Keadaan Tak selalu Berbanding Terbalik dengan Kenyataan (cerpen)

***

Aku akan menceritakan sebuah kisah padamu. Kisah yang mungkin pernah kau dengar sebelumnya. Tapi ini kisahku, kisah yang memilukan hati. Semoga kalian tak bernasib sama sepertiku.


Aku tak bisa berjalan sejak lahir. Kakiku lumpuh,mmm…atau bisa kau katakan cacat. Ku jalani hariku seperti biasa. Tak pernah aku menyesali apa yang tuhan takdirkan untukku. Bahkan aku selalu menganggap diriku orang yang sangat beruntung. Tentu saja! Aku mempunyai bunda, sahabat, ketiga adik, dan teman-teman yang menyayangiku, dan terutama Tuhan tempatku mengadu. Ayahku sudah meninggal dua tahun lalu.


Aku memang memiliki tiga orang adik. Adik pertamaku bernama Alvin, dia sangat angkuh dan sangat membenciku. Bahkan ia seperti menganggapku mati.


Adik keduaku, bernama Shilla. Dulu dia memang anak yang baik. Setelah Alvin menyeretnya lebih jauh untuk tak menghiraukanku, ia mulai tak acuh padaku. Ia sering membuang muka, saat aku menampakkan seulas senyum diwajahku. Meskipun ia tak berani membentakku.


Adik ketigaku, bernama Sivia. Dialah adikku satu-satunya yang benar-benar menyayangiku. Tak jarang ia juga membantu semua pekerjaan rumahku. Mengepel, mencuci baju, menyapu, mencuci piring bahkan menjemur pakaian. Tak pernah sekalipun ia mencercaku. Tutur bahasanya yang sopan dan lembut serta kecantikannya yang diiringi kedua lesung pipi, semakin membuatnya disukai banyak pria.

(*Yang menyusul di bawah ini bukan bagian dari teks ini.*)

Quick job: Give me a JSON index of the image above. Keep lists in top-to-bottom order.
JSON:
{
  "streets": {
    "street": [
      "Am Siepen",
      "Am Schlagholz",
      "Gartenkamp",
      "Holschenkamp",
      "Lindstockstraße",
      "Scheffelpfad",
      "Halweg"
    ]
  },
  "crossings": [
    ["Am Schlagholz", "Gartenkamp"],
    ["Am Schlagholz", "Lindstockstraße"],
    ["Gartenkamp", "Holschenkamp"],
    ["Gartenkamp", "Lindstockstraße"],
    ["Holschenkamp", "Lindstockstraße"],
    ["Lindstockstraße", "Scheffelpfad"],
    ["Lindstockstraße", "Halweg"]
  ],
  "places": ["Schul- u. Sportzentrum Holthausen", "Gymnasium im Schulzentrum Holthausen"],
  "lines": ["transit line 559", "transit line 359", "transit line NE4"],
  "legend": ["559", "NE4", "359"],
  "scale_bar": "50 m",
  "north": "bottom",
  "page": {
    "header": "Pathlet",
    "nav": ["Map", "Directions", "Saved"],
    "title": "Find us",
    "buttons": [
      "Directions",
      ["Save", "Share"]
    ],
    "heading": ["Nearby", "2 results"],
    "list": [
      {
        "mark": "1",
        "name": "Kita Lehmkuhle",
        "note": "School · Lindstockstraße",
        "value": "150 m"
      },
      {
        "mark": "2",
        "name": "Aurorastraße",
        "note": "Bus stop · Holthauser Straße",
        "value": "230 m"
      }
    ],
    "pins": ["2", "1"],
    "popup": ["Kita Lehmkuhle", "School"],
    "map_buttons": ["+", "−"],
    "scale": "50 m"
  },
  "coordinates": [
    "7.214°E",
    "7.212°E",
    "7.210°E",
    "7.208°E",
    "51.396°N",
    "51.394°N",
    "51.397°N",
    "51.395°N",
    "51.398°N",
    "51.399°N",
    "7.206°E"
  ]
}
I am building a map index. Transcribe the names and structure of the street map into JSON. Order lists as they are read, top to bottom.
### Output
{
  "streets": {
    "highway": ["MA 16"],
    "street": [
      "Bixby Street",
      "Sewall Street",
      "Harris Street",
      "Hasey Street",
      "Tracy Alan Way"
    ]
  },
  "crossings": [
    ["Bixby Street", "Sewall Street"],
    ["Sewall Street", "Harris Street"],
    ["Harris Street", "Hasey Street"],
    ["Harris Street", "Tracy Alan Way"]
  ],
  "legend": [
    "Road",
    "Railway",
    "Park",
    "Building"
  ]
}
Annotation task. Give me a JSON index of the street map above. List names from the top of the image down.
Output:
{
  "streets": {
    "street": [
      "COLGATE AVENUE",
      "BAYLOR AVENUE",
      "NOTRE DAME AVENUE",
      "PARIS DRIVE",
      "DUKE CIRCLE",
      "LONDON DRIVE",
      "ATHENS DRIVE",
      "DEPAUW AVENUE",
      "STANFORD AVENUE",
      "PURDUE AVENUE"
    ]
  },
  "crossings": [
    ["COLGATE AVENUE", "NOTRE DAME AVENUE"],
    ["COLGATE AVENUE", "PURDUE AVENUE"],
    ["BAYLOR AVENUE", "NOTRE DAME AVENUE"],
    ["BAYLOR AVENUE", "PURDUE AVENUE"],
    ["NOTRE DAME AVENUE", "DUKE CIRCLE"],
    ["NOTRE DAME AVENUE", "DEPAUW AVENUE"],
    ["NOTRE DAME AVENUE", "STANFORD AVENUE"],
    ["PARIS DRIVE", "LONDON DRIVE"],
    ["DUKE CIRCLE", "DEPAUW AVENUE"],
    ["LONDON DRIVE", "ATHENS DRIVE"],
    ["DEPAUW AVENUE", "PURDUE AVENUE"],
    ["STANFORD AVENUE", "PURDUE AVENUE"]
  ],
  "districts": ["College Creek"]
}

Bunda. Ia selalu sibuk. Tapi aku tak pernah sekalipun membenci bunda. Toh dia bekerja untuk memenuhi kebutuhan kami juga, bukan? Sikap bunda memang berubah setelah ayah meninggal. Jika beliau pulang, ia hanya menyapa ketiga adikku saja, sedangkan aku? Tak pernah lagi ia menghampiriku. Tapi aku tak pernah mempermasalahkannya. Selama aku diijinkan tinggal disini, bukannya aku harus berterima kasih?




***




Awan kelabu bergelayut manja diatas langit. Sore ini hujan turun dengan sangat deras. Ku sibak dua jendela kamarku, ingin melihat dengan jelas rintik demi rintik air hujan. Aku tersenyum tipis. Ku ambil sebuah notes kecil yang tergeletak pasrah diatas meja belajarku. Ku curahkan semua opiniku tentang hujan.


Hujan..
Karunia tuhan yang paling menawan.
Rintiknya yang memberi kesan.
Sanggup membuatku serasa di angan.

Hujan..
Aku tak ingin sepertimu.
Menangis disetiap waktu.
Menampakkan suasana pilu.
Dengan irama sendu.


Ku letakkan kembali notesku itu diatas meja. Lalu beranjak menuju ruang keluarga. Sepi. Kemana penghuni rumah ini? Sorot mataku tertuju pada adik ketigaku, Sivia. Ia tengah menyapu ruang keluarga. Aku menghampirinya dan memberikan seulas senyum.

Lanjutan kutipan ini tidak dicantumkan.